This is a valuable and very well-written contribution to our understanding of biological information processing. The authors investigate (highly idealized) abstract biochemical reactions in which the chemical inputs and outputs determine the numerical inputs and outputs of functions.

A clear inductive presentation shows that reaction networks corresponding to algebraic functions can be constructed: constants k(x)=c, multiplication m(x,y)=x×y, division d(x,y)=x÷y, addition, subtraction, roots, powers, and the composition of functions. Independent variables have values that are concentrations of reactants in a steady state.
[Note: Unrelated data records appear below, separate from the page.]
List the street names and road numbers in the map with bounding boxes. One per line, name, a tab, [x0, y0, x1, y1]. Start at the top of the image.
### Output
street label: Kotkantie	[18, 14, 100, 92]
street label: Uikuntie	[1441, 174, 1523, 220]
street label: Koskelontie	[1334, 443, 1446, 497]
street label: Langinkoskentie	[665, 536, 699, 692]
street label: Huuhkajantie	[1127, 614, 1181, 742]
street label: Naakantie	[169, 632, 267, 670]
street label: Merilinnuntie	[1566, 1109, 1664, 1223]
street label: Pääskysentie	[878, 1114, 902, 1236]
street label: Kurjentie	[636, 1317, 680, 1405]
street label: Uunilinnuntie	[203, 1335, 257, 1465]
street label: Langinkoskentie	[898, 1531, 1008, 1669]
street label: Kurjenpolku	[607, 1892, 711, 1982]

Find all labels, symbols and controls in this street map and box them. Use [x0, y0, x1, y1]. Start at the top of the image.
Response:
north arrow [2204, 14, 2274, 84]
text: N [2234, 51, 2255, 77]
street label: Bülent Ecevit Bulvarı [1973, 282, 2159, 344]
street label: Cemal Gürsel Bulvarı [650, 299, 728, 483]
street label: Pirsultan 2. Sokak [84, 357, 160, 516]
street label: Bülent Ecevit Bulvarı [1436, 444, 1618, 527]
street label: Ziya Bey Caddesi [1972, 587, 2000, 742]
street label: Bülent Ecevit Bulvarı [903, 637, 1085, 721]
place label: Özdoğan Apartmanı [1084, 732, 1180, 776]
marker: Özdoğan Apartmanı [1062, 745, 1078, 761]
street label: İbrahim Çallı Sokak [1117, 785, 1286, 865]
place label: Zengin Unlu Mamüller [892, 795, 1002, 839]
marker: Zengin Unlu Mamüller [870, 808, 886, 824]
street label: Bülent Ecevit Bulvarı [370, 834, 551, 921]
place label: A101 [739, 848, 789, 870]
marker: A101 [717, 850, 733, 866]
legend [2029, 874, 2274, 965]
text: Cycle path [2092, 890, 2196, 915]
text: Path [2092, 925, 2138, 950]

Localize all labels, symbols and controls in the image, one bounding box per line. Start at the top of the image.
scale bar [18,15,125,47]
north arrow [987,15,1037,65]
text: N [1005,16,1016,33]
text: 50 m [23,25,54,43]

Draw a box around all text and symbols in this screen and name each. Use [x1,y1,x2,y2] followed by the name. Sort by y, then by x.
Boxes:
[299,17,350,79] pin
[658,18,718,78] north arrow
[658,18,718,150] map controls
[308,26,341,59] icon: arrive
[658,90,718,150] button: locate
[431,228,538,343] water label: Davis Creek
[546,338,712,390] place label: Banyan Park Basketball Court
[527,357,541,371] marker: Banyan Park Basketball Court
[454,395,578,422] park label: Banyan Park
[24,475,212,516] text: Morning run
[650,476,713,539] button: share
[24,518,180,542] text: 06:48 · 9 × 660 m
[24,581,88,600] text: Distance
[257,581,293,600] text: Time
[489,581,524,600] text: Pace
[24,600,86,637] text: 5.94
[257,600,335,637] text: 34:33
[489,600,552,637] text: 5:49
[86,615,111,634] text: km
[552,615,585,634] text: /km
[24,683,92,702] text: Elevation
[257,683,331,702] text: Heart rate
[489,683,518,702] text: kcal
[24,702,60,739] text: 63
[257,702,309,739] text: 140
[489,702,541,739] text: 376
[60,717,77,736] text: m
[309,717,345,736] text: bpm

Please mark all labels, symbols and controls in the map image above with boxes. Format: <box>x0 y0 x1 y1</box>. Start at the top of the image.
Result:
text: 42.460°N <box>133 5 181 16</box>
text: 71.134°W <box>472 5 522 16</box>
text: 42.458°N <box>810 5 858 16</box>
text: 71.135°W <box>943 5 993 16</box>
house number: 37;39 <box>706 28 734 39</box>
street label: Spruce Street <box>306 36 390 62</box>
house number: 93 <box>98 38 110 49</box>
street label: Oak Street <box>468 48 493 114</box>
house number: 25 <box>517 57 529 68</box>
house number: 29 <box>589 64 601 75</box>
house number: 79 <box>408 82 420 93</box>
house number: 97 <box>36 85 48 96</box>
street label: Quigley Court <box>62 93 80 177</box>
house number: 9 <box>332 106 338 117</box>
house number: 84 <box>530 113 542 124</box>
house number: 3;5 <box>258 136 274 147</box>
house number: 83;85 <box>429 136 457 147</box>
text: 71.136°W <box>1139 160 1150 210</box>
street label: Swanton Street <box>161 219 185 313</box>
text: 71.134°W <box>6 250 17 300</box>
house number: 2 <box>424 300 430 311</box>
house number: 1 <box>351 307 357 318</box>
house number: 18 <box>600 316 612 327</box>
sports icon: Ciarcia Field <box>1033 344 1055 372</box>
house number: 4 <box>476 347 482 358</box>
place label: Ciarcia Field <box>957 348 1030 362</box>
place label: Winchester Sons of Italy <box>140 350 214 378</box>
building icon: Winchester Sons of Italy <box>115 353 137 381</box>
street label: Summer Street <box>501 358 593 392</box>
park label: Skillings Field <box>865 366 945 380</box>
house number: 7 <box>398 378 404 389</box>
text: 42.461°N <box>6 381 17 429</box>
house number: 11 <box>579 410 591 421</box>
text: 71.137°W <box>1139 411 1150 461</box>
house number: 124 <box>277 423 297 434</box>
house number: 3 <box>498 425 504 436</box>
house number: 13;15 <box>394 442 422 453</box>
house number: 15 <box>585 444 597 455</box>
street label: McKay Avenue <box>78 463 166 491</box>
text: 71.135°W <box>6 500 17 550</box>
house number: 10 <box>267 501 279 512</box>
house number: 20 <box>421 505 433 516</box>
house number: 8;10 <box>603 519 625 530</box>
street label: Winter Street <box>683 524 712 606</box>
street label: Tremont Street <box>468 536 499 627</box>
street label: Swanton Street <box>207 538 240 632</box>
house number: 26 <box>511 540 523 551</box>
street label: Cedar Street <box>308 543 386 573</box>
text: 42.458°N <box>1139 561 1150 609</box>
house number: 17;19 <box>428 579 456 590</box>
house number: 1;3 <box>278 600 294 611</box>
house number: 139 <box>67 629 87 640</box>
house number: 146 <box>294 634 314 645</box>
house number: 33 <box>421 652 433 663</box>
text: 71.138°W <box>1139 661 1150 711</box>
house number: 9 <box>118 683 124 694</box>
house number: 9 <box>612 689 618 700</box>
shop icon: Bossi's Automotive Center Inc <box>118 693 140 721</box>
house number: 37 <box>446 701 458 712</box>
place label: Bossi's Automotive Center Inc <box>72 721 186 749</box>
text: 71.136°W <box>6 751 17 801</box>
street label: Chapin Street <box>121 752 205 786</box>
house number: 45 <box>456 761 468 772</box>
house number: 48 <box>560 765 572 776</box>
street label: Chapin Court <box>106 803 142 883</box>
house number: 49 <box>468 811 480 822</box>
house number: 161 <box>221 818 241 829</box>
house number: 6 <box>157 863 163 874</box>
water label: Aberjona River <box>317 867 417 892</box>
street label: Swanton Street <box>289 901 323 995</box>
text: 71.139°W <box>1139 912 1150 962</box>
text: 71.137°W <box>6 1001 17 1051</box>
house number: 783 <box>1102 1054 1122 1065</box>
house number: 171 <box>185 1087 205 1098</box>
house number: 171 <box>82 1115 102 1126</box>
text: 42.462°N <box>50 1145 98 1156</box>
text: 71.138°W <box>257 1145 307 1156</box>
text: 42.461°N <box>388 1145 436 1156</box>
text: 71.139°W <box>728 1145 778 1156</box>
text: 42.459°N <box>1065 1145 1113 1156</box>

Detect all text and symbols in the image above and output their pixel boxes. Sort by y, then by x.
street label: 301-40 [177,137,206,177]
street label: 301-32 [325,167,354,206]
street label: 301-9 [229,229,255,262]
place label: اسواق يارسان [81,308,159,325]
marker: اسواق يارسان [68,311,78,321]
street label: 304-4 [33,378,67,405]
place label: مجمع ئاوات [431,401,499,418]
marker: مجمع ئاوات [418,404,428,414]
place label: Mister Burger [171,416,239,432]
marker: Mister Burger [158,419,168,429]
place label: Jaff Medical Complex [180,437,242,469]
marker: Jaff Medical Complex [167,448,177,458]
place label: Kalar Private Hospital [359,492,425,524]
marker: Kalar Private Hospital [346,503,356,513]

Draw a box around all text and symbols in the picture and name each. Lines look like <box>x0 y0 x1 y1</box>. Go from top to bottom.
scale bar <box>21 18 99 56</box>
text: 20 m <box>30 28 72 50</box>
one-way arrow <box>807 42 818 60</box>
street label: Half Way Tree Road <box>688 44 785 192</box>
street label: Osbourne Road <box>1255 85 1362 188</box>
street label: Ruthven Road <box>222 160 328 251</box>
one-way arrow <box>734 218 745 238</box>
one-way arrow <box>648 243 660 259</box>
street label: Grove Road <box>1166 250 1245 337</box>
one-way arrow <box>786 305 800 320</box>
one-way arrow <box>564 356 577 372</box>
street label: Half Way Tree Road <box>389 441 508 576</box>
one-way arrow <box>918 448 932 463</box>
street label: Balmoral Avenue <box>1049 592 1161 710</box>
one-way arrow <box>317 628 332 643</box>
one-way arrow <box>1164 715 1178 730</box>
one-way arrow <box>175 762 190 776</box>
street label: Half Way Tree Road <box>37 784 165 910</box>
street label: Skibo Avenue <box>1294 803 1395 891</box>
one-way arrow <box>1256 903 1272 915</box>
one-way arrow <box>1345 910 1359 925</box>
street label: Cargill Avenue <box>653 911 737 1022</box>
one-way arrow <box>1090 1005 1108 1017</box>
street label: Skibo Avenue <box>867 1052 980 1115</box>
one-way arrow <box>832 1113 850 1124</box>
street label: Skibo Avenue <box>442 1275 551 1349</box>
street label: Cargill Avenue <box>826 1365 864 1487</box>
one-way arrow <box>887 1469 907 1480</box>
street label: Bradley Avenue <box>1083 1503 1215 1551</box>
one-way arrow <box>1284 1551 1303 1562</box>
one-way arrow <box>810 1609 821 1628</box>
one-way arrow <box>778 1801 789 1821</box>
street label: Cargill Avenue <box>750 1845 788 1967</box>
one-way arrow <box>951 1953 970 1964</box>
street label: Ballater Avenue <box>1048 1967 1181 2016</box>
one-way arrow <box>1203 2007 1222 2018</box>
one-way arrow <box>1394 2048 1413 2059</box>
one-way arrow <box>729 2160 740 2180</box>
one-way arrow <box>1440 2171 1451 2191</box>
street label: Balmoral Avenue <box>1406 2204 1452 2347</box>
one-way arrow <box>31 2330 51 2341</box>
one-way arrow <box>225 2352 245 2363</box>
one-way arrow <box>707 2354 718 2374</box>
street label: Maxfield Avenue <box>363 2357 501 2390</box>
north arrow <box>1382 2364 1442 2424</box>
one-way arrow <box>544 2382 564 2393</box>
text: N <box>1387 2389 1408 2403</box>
Reaction coefficients determine function coefficients and, therefore, are constant. The availability and temperature of reactants are assumed to be constant, and the possible accumulation of products is not considered. Undergraduate-level methods for differential equations are used to compute steady-state values. For example, the authors show how a biochemical reaction could exist whose reactants, in stable concentrations a, b, and c, produce an output in concentration d, where 0=a×d²+b×d+c. In other words, the quadratic formula is algebraic and, by the time the example is given, we know that algebraic functions can be computed.

Twenty years ago, I had planned to do something like this, but my plan collapsed under the weight of reality and a less-than-optimal strategy. Buisman et al.’s strategy is elegant and they have included just enough biochemical reality to make this a good starting point for further work. Unfortunately, I have read little of the work of others mentioned as references, so I am not able to spread credit as far and as fairly as I could have a decade ago. But I am sure that young researchers can find in this paper many interesting and important problems for further work.